↓

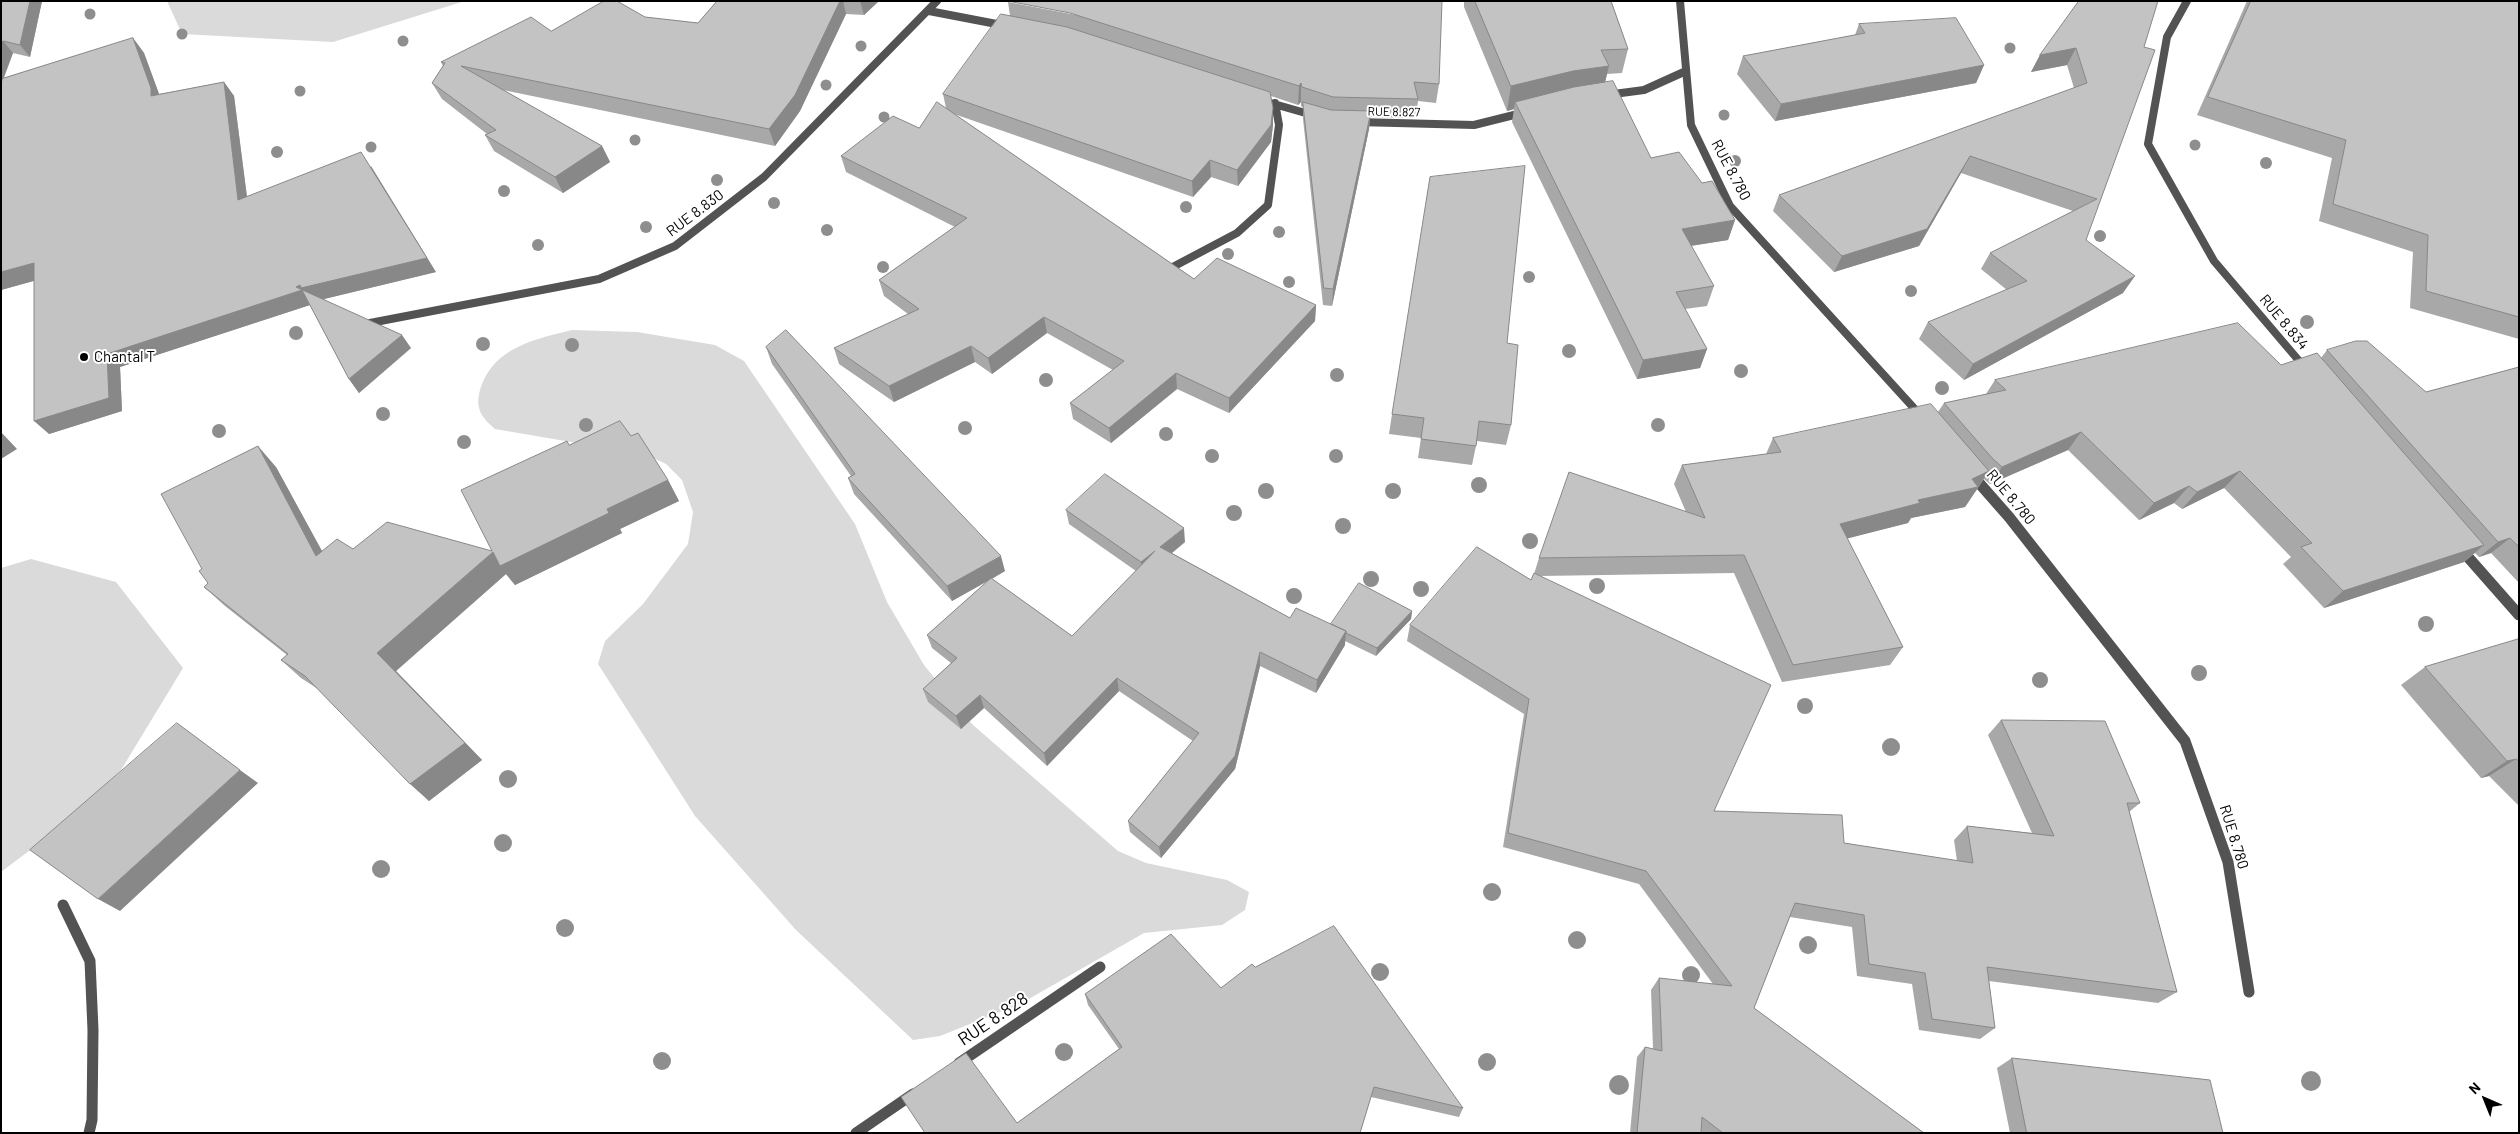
<!DOCTYPE html>
<html>
<head>
<meta charset="utf-8">
<style>
  body { margin:0 }
  #map { position:relative; width:2520px; height:1134px; overflow:hidden; background:#fff; font-family:Barlow,sans-serif }
  canvas { display:block }
  .frame { position:absolute; inset:0; border:2px solid #000; pointer-events:none }
  .north { position:absolute; left:2460px; top:1074px; width:50px; height:50px; -webkit-text-stroke:4px #fff; paint-order:stroke; rotate:316deg; font-size:14px; font-weight:700; line-height:20px; text-align:center; color:#000 }
  .north::after { content:''; display:block; margin:auto; width:18px; height:22px; background:#000; clip-path:polygon(50% 0,100% 100%,50% 72%,0 100%) }
</style>
</head>
<body>
<div id="map">
<canvas width="2520" height="1134"></canvas>
<div class="frame"></div>
<div class="north">N</div>
</div>
<script>
const c = document.querySelector('canvas').getContext('2d');
c.lineJoin = 'round';
function fill(path, color) { c.fillStyle = color; c.fill(path, 'evenodd'); }
function stroke(path, color, width, dash) { c.strokeStyle = color; c.lineWidth = width; c.lineCap = dash ? 'butt' : 'round'; c.setLineDash(dash || []); c.stroke(path); }
function write(font, color, halo, rows, align = 'center') {
  c.font = font + ' Barlow,sans-serif'; c.lineWidth = 4; c.setLineDash([]); c.textBaseline = 'middle'; c.strokeStyle = halo; c.fillStyle = color; for (const [text, x, y, turn = 0] of rows) {
    c.save(); c.translate(x, y); c.rotate((+turn || 0) * Math.PI / 180); c.textAlign = isNaN(turn) ? turn : align; if (halo) c.strokeText(text, 0, 0); c.fillText(text, 0, 0); c.restore();
  }
}
fill(new Path2D(`
  M167,1h298l-132,41 -151,-8z
  M572,330l65,2 78,13 29,16 111,163 32,78 37,63 49,60 145,126 28,12 81,17 22,12 -4,18 -23,15 -78,8 -124,71 -80,32 -27,4 -117,-110 -101,-114 -97,-152 7,-23 38,-37 45,-60 5,-32 -11,-32 -16,-16 -19,-9 -152,-26c-14,-12 -20,-21 -15,-39 12,-42 55,-51 92,-60z
  M31,559l85,23 67,86 -62,102 -47,47 -73,55v-304z`), '#dadada');
stroke(new Path2D(`
  M1680,1l11,124 39,81 192,211
  M2187,1l-20,36 -19,107 66,117 92,108
  M929,11l78,15
  M1606,95l38,-5 42,-19
  M1260,100l56,16
  M1357,122l117,3 52,-13
  M1167,270l70,-37 31,-28 11,-80 -4,-22
  M370,323l229,-44 76,-33 89,-69 173,-176
  M1972,475l9,11`), '#535353', 8);
stroke(new Path2D(`
  M1980,484l29,33 176,224 43,121 21,130
  M2460,548l59,67
  M63,905l27,56 3,69 -1,90 -3,13
  M959,1063l141,-96
  M856,1133l57,-39`), '#535353', 11);
c.fillStyle = '#8e8e8e';
for (const [x, y, r] of [
  [90,14,5.5],
  [182,34,5.5],
  [403,41,5.5],
  [861,46,5.5],
  [2010,48,5.5],
  [826,85,5.5],
  [300,91,5.5],
  [1724,115,5.5],
  [884,117,5.5],
  [635,140,5.5],
  [2195,145,5.5],
  [371,147,5.5],
  [277,152,6],
  [1735,161,6],
  [2266,163,6],
  [717,180,6],
  [504,191,6],
  [774,203,6],
  [1186,207,6],
  [646,227,6],
  [827,230,6],
  [1279,232,6],
  [2100,236,6],
  [538,245,6],
  [1228,254,6],
  [883,267,6],
  [1529,277,6],
  [1289,282,6],
  [1911,291,6],
  [2307,322,7],
  [296,333,7],
  [483,344,7],
  [572,345,7],
  [1569,351,7],
  [1741,371,7],
  [1337,375,7],
  [1046,380,7],
  [1942,388,7],
  [383,414,7],
  [586,425,7],
  [1658,425,7],
  [965,428,7],
  [219,431,7],
  [1166,434,7],
  [464,442,7],
  [1212,456,7],
  [1336,456,7],
  [1479,485,8],
  [1266,491,8],
  [1393,491,8],
  [1234,513,8],
  [1343,526,8],
  [1530,541,8],
  [1371,579,8],
  [1597,586,8],
  [1421,589,8],
  [1294,596,8],
  [2426,624,8],
  [2199,673,8],
  [2040,680,8],
  [1805,706,8],
  [1891,747,9],
  [508,779,9],
  [503,843,9],
  [381,869,9],
  [1492,892,9],
  [565,928,9],
  [1577,940,9],
  [1808,945,9],
  [1380,972,9],
  [1691,975,9],
  [1064,1052,9],
  [662,1061,9],
  [1487,1062,9],
  [2311,1081,10],
  [1619,1085,10]
]) { c.beginPath(); c.arc(x, y, r, 0, 2 * Math.PI); c.fill(); }
fill(new Path2D(`
  M1,1h41l-12,56 -17,-4 -9,25 129,-40 11,15 15,41 65,-12 10,14 13,100 189,76 -113,27 88,49 -52,45 -10,-14 -39,-74 -190,62 2,44 -73,23 -15,-153 -33,9z
  M717,1h162l-15,14 -18,-1 -46,97 -25,35 -272,-56 99,56 8,16 -47,31 -69,-42 -9,-16 2,-1 -45,-35 -10,-16 11,-17 -2,-4 110,-31 94,-14 53,6z
  M1464,1h147l17,48 -6,24 -15,1 -2,9 46,75 51,25 33,37 -7,20 -37,6 23,40 -7,20 -22,3 22,40 -7,19 -63,11 -125,-257 2,-13 -7,2 -43,-104z
  M2079,1l65,46 -58,193 37,53 -159,87 -45,-41 9,-17 79,-32 -26,-21 9,-16 83,-42 -112,-38 -42,73 -85,26 -61,-61 6,-16 295,-107 -7,-23 -36,7 9,-17z
  M2247,1h272v338l-109,-31 3,-56 -94,-31 13,-63 -135,-43z
  M1008,2l431,82 -3,19 -18,-2 -2,17 -46,-1 -1,12 -37,177 -9,-1 -20,-186v-12l-2,-1v-4l-3,3 -27,-9 2,12v17l-2,17 -33,44 -27,-9 -18,20 -239,-83 240,165 122,26 -1,16 -86,92 -52,-24 -66,54 -38,-24 -3,-16 43,-33 -66,-37 -55,41 -17,-12 -81,40 -55,-38 -5,-16 74,-34 -24,-18 -5,-16 76,-53 -109,-55 -5,-16 78,-28 27,-20 -3,-14 67,-78z
  M1859,24l125,41 -8,18 -201,38 -38,-47 6,-18 112,-21z
  M1507,343l4,82 -5,20 -29,-4 -5,24 -54,-7 3,-20 -32,-4 3,-20z
  M766,347l239,224 -13,8 80,57 64,-65 -67,-47 -3,-14 119,32 -13,11 118,65 41,6 81,-13 -1,8 -35,37 -31,-15v4l-29,48 -56,-27 -25,103 -74,89 -31,-26 -2,-11 65,-80 -74,-50 -72,75 -63,-58 -23,21 -33,-27 -5,-13 28,-26 -19,-15 -5,-13 61,-54 -36,20 -98,-107 -6,-16 3,-2 -79,-112z
  M2327,350l99,42 93,-25v216l-28,-30 -12,4 -4,-4 -11,9 -140,46 -41,-44 8,-7 -67,-69 -42,21 -8,-6 -35,17 -71,-70 -78,34 -6,-5 -19,28 -54,11 -3,5 -61,15 56,109 -13,18 -108,17 -48,-109 -194,3 174,235 130,32 113,18 -3,-21 13,-14 65,7 -44,-98 13,-15 139,83 -11,9 48,180 -19,11 -169,-22 6,47 -15,11 -61,-9 -7,-46 -55,-8 -5,-49 -62,-10 -36,91 170,125h-294l7,-76 8,-10 8,2 -2,-59 8,-12 54,6 -74,-100 -136,-37 21,-133 -117,-73 3,-16 121,-45 3,-6 5,-16 147,-46 -12,-28 8,-19 84,-11 7,-16 165,-26 6,-9 42,-9 9,-14 286,-15 40,-7z
  M631,436l37,44 11,21 -59,28 2,4 -107,52 -9,-11 -110,97 86,89 -53,41 -111,-112 -17,-11 -20,-18 6,-5 -62,-49 -21,-19 4,-4 -6,-14 74,-102 46,84 31,-2 139,2 78,-106z
  M2519,639v167l-30,-30 -8,2 -80,-93 24,-18z
  M1255,967l208,141 -4,9 -88,-20 -11,36 -343,-10 102,-74 -31,-44 -3,-11 136,-6z
  M2012,1058l211,75h-213l-13,-65z`), '#a8a8a8');
fill(new Path2D(`
  M30,1h12l-12,56 -10,-12z
  M840,1h3l3,13 -46,97 -25,35 -6,-17z
  M860,1h19l-15,14z
  M133,38l11,15 18,49 -11,-6z
  M3,41l10,12 -12,31v-40z
  M2076,48l-9,17 -36,7 9,-17z
  M1984,65l-8,18 -201,38 6,-17z
  M1609,66l-6,24 -88,12 -1,7 -7,2 4,-25 62,-15z
  M224,82l10,14 15,118 -11,-14z
  M1301,83v19l-3,3 1,-19z
  M1273,108v17l-2,17 -33,44 -1,-16z
  M1371,111l-2,18 -37,177 1,-17z
  M602,146l8,16 -47,31 -8,-16z
  M1970,156l-9,17 -42,73 -85,26 8,-16z
  M1210,160l1,17 -18,20 -1,-16z
  M371,166l65,106 -124,30 1,2 -193,63 2,44 -73,23 -15,-13 73,-67 189,-67z
  M1735,220l-7,20 -52,8 6,-19z
  M34,263l13,14 -46,13v-18z
  M2135,276l-12,17 -159,87 9,-16z
  M1316,305l-1,16 -86,92v-15z
  M1044,317l3,16 -55,41 -4,-16z
  M402,335l9,13 -52,45 -10,-14z
  M971,346l4,16 -81,40 -5,-16z
  M1707,349l-7,19 -63,11 6,-19z
  M1176,373l1,16 -66,54 -2,-15z
  M1,432l16,17 -16,10z
  M2081,432l-13,18 -78,34 12,-17z
  M258,446l18,21 59,108 -19,-19z
  M1989,471l-24,36 -54,11 -3,5 -78,20 10,-19 78,-24z
  M2240,471l-16,17 -42,21 15,-17z
  M668,480l11,21 -59,28 2,4 -107,52 -9,-11 -110,97 86,89 -53,41 -19,-17 -33,-131 116,-101 114,-43z
  M2189,486l-15,17 -35,17 15,-17z
  M1184,528l1,14 -23,19 -2,-14z
  M2510,538l-19,15 -12,4 19,-15z
  M2484,545l-20,17 -140,46 19,-17z
  M1155,551l-12,25 -2,-14z
  M1001,556l4,15 -53,30 -5,-15z
  M1412,611l-1,8 -35,37 1,-8z
  M1346,631l-1,14 -29,48 1,-13z
  M1260,652v14l-25,103 -74,89 -2,-11z
  M1117,678l2,13 -72,75 -3,-13z
  M980,695l4,13 -23,21 -5,-13z
  M2516,759l-27,17 -8,2 26,-17z
  M240,770l18,13 -138,128 -22,-12z`), '#888');
const building = new Path2D(`
  M1,1h29l-10,44 -17,-4 -2,3z
  M604,1h13l28,16 53,6 19,-22h123l-45,94 -26,34 -308,-63 141,80 -47,31 -70,-42 11,-5 -64,-47 13,-20 -4,-1 90,-45 20,14z
  M1008,1h434l-3,83 -25,-2 4,17 -85,-2 -31,-10 -1,-4 -2,3 -229,-73z
  M1475,1h136l17,48 -27,1 8,16 -36,5 -62,15z
  M2079,1h79l-14,46 11,3 -69,190 49,36 -162,88 -45,-42 99,-41 -37,-28 107,-54 -127,-43 -43,73 -85,27 -63,-61 308,-112 -11,-35 -36,7z
  M2251,1h268v316l-93,-26 2,-56 -95,-31 13,-64 -138,-43z
  M1001,14l66,13 203,65 3,16 -2,17 -34,45 -27,-10 -18,21 -249,-87z
  M1956,18l28,47 -203,39 -38,-48 122,-23 -6,-9z
  M133,38l18,50v8l73,-14 14,118 123,-48 66,106 -126,30 -1,-3 -4,2 106,48 -53,44 -47,-89 -195,64 2,44 -75,23v-158l-33,9v-185l1,-8z
  M1613,81l38,77 28,-6 23,31 10,-2 23,39 -53,9 32,57 -38,6 31,57 -64,11 -128,-258 59,-15z
  M937,102l257,177 23,-21 99,47 -87,93 -53,-25 -67,55 -39,-25 54,-42 -80,-44 -56,41 -17,-12 -82,40 -55,-38 85,-39 -40,-29 88,-62 -126,-62 52,-40 26,12z
  M1303,102l28,8 40,1 -38,178 -9,-1z
  M1525,166l-18,177 11,2 -7,80 -32,-4 -3,25 -55,-7 3,-21 -32,-4 38,-237z
  M2238,323l43,42 36,-12 167,192 -141,46 -42,-44 11,-4 -72,-72 -43,21 -8,-6 -35,17 -73,-71 -79,35 -9,-8 -49,-56 62,-13 -11,-10z
  M786,330l215,226 -54,30 -99,-108 7,-4 -89,-127z
  M2356,341h11l59,51 93,-25v180l-9,-9 -12,4 -171,-192z
  M1931,404l58,67 -17,8 6,8 -60,13 2,3 -80,21 63,123 -110,18 -49,-110 -205,3 30,-86 136,46 -23,-53 99,-13 -8,-14z
  M620,421l11,15 7,-3 30,47 -61,29 2,4 -109,53 -7,-14 -116,101 88,90 -55,41 -105,-108 -24,-16 7,-6 -84,-67 4,-4 -9,-12 3,-2 -41,-75 97,-48 58,110 21,-17 16,10 34,-27 105,29 -31,-61 106,-49 2,4z
  M1105,474l79,54 -24,19 130,71 6,-10 50,23 -29,49 -57,-28 -25,104 -76,91 -31,-26 71,-88 -82,-55 -73,75 -64,-58 -24,21 -33,-27 34,-31 -30,-23 64,-57 81,58 83,-85 -14,11 -75,-52z
  M1477,547l54,33 3,-7 237,112 -57,126 128,4 2,28 129,20 -6,-37 87,10 -53,-116 104,1 35,82h-13l50,189 -190,-25 8,61 -63,-9 -7,-46 -56,-9 -5,-49 -69,-12 -41,105 170,125h-201l-21,-16 -1,16h-64l8,-86 17,4 -3,-73 73,8 -86,-115 -138,-38 21,-134 -119,-74z
  M1359,583l53,28 -35,37 -31,-15v-2l-15,-7z
  M2519,639v122l-3,-2 -9,2 -82,-94z
  M177,723l63,47 -142,129 -68,-49z
  M1334,926l129,182 -89,-21 -14,46h-435l-24,-36 65,-44 51,70 105,-76 -37,-53 86,-60 50,54 31,-24 3,3z
  M2012,1058l198,22 13,53h-196z`);
fill(building, '#c3c3c3');
stroke(building, '#888', 1);
for (const [x, y, r, color] of [
  [84,357,5,"#000"]
]) { const dot = new Path2D(); dot.arc(x, y, r, 0, 2 * Math.PI); c.fillStyle = color; c.fill(dot); stroke(dot, '#fff', 2); }
write('12px', '#000', '#fff', [
  ["RUE 8.827",1394,112,1]
]);
write('15px', '#000', '#fff', [
  ["RUE 8.780",1731,170,62],
  ["RUE 8.830",695,213,-37],
  ["RUE 8.834",2284,322,50],
  ["RUE 8.780",2011,497,50],
  ["RUE 8.780",2234,837,73]
]);
write('15px', '#000', '#fff', [
  ["Chantal T",94,357]
], 'left');
write('18px', '#000', '#fff', [
  ["RUE 8.828",993,1019,-34]
]);
</script>
</body>
</html>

↑

Would you quote everything above from the line containing "M1176,373l1,16 -66,54 -2,-15z" down to the line containing "M1475,1h136l17,48 -27,1 8,16 -36,5 -62,15z"? Include both of those lines and nothing else.

  M1176,373l1,16 -66,54 -2,-15z
  M1,432l16,17 -16,10z
  M2081,432l-13,18 -78,34 12,-17z
  M258,446l18,21 59,108 -19,-19z
  M1989,471l-24,36 -54,11 -3,5 -78,20 10,-19 78,-24z
  M2240,471l-16,17 -42,21 15,-17z
  M668,480l11,21 -59,28 2,4 -107,52 -9,-11 -110,97 86,89 -53,41 -19,-17 -33,-131 116,-101 114,-43z
  M2189,486l-15,17 -35,17 15,-17z
  M1184,528l1,14 -23,19 -2,-14z
  M2510,538l-19,15 -12,4 19,-15z
  M2484,545l-20,17 -140,46 19,-17z
  M1155,551l-12,25 -2,-14z
  M1001,556l4,15 -53,30 -5,-15z
  M1412,611l-1,8 -35,37 1,-8z
  M1346,631l-1,14 -29,48 1,-13z
  M1260,652v14l-25,103 -74,89 -2,-11z
  M1117,678l2,13 -72,75 -3,-13z
  M980,695l4,13 -23,21 -5,-13z
  M2516,759l-27,17 -8,2 26,-17z
  M240,770l18,13 -138,128 -22,-12z`), '#888');
const building = new Path2D(`
  M1,1h29l-10,44 -17,-4 -2,3z
  M604,1h13l28,16 53,6 19,-22h123l-45,94 -26,34 -308,-63 141,80 -47,31 -70,-42 11,-5 -64,-47 13,-20 -4,-1 90,-45 20,14z
  M1008,1h434l-3,83 -25,-2 4,17 -85,-2 -31,-10 -1,-4 -2,3 -229,-73z
  M1475,1h136l17,48 -27,1 8,16 -36,5 -62,15z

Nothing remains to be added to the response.